Stored items from a collection
•••

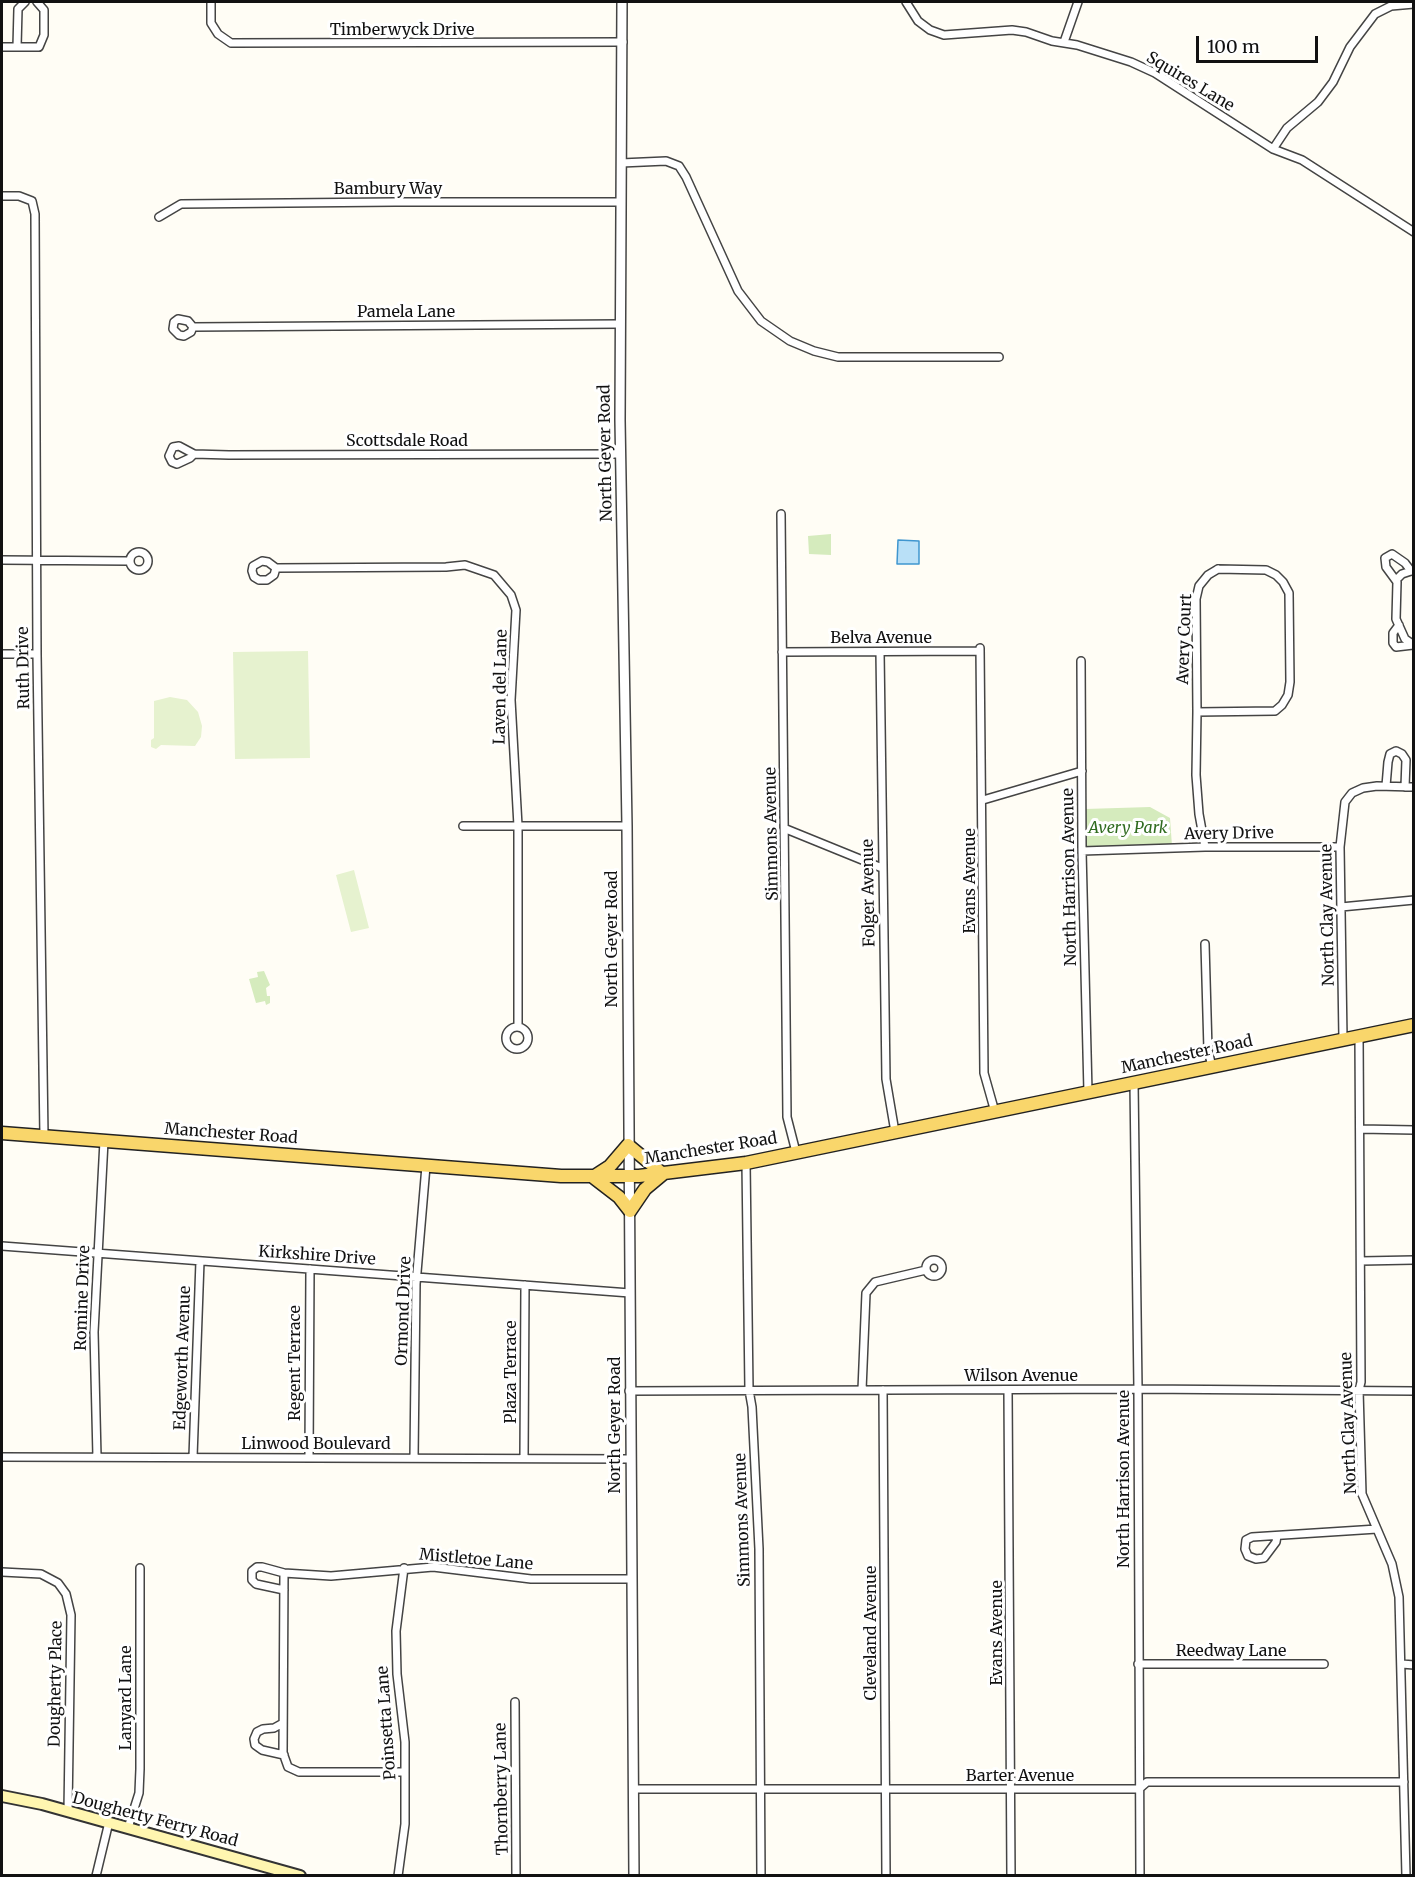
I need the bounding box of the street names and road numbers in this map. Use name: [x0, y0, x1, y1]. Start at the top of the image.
street label: Timberwyck Drive: [330, 20, 474, 40]
street label: Squires Lane: [1143, 48, 1237, 116]
street label: Bambury Way: [334, 179, 442, 199]
street label: Pamela Lane: [357, 302, 455, 322]
street label: North Geyer Road: [595, 384, 617, 522]
street label: Scottsdale Road: [346, 431, 468, 451]
street label: Avery Court: [1174, 593, 1196, 685]
street label: Ruth Drive: [14, 626, 34, 710]
street label: Belva Avenue: [830, 628, 932, 648]
street label: Laven del Lane: [490, 629, 512, 745]
street label: Simmons Avenue: [761, 767, 783, 901]
street label: North Harrison Avenue: [1059, 788, 1081, 966]
street label: Avery Drive: [1184, 824, 1274, 844]
street label: Evans Avenue: [960, 828, 980, 934]
street label: Folger Avenue: [858, 839, 880, 947]
street label: North Clay Avenue: [1317, 844, 1339, 986]
street label: North Geyer Road: [602, 871, 622, 1007]
street label: Manchester Road: [1120, 1032, 1254, 1078]
street label: Manchester Road: [164, 1120, 298, 1148]
street label: Manchester Road: [643, 1129, 779, 1169]
street label: Kirkshire Drive: [258, 1242, 376, 1270]
street label: Romine Drive: [72, 1245, 94, 1351]
street label: Ormond Drive: [392, 1256, 416, 1366]
street label: Edgeworth Avenue: [171, 1285, 195, 1431]
street label: Regent Terrace: [285, 1305, 305, 1421]
street label: Plaza Terrace: [501, 1320, 521, 1424]
street label: North Clay Avenue: [1337, 1352, 1361, 1494]
street label: North Geyer Road: [605, 1357, 625, 1493]
street label: Wilson Avenue: [964, 1366, 1078, 1386]
street label: North Harrison Avenue: [1114, 1390, 1134, 1568]
street label: Linwood Boulevard: [241, 1434, 391, 1454]
street label: Simmons Avenue: [731, 1453, 755, 1587]
street label: Mistletoe Lane: [418, 1545, 534, 1575]
street label: Cleveland Avenue: [861, 1566, 881, 1700]
street label: Evans Avenue: [987, 1580, 1007, 1686]
street label: Dougherty Place: [45, 1621, 67, 1747]
street label: Reedway Lane: [1176, 1641, 1286, 1661]
street label: Lanyard Lane: [116, 1645, 136, 1751]
street label: Poinsetta Lane: [373, 1665, 401, 1781]
street label: Thornberry Lane: [491, 1722, 513, 1856]
street label: Barter Avenue: [966, 1766, 1074, 1786]
street label: Dougherty Ferry Road: [70, 1789, 240, 1851]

•••

- _Task directions_
The data above should be repeated in full and exactly, with no pictures carried over.

- _Answer to this task_
I need the bounding box of the street names and road numbers in this map. Use name: [x0, y0, x1, y1]. Start at the top of the image.
street label: Timberwyck Drive: [330, 20, 474, 40]
street label: Squires Lane: [1143, 48, 1237, 116]
street label: Bambury Way: [334, 179, 442, 199]
street label: Pamela Lane: [357, 302, 455, 322]
street label: North Geyer Road: [595, 384, 617, 522]
street label: Scottsdale Road: [346, 431, 468, 451]
street label: Avery Court: [1174, 593, 1196, 685]
street label: Ruth Drive: [14, 626, 34, 710]
street label: Belva Avenue: [830, 628, 932, 648]
street label: Laven del Lane: [490, 629, 512, 745]
street label: Simmons Avenue: [761, 767, 783, 901]
street label: North Harrison Avenue: [1059, 788, 1081, 966]
street label: Avery Drive: [1184, 824, 1274, 844]
street label: Evans Avenue: [960, 828, 980, 934]
street label: Folger Avenue: [858, 839, 880, 947]
street label: North Clay Avenue: [1317, 844, 1339, 986]
street label: North Geyer Road: [602, 871, 622, 1007]
street label: Manchester Road: [1120, 1032, 1254, 1078]
street label: Manchester Road: [164, 1120, 298, 1148]
street label: Manchester Road: [643, 1129, 779, 1169]
street label: Kirkshire Drive: [258, 1242, 376, 1270]
street label: Romine Drive: [72, 1245, 94, 1351]
street label: Ormond Drive: [392, 1256, 416, 1366]
street label: Edgeworth Avenue: [171, 1285, 195, 1431]
street label: Regent Terrace: [285, 1305, 305, 1421]
street label: Plaza Terrace: [501, 1320, 521, 1424]
street label: North Clay Avenue: [1337, 1352, 1361, 1494]
street label: North Geyer Road: [605, 1357, 625, 1493]
street label: Wilson Avenue: [964, 1366, 1078, 1386]
street label: North Harrison Avenue: [1114, 1390, 1134, 1568]
street label: Linwood Boulevard: [241, 1434, 391, 1454]
street label: Simmons Avenue: [731, 1453, 755, 1587]
street label: Mistletoe Lane: [418, 1545, 534, 1575]
street label: Cleveland Avenue: [861, 1566, 881, 1700]
street label: Evans Avenue: [987, 1580, 1007, 1686]
street label: Dougherty Place: [45, 1621, 67, 1747]
street label: Reedway Lane: [1176, 1641, 1286, 1661]
street label: Lanyard Lane: [116, 1645, 136, 1751]
street label: Poinsetta Lane: [373, 1665, 401, 1781]
street label: Thornberry Lane: [491, 1722, 513, 1856]
street label: Barter Avenue: [966, 1766, 1074, 1786]
street label: Dougherty Ferry Road: [70, 1789, 240, 1851]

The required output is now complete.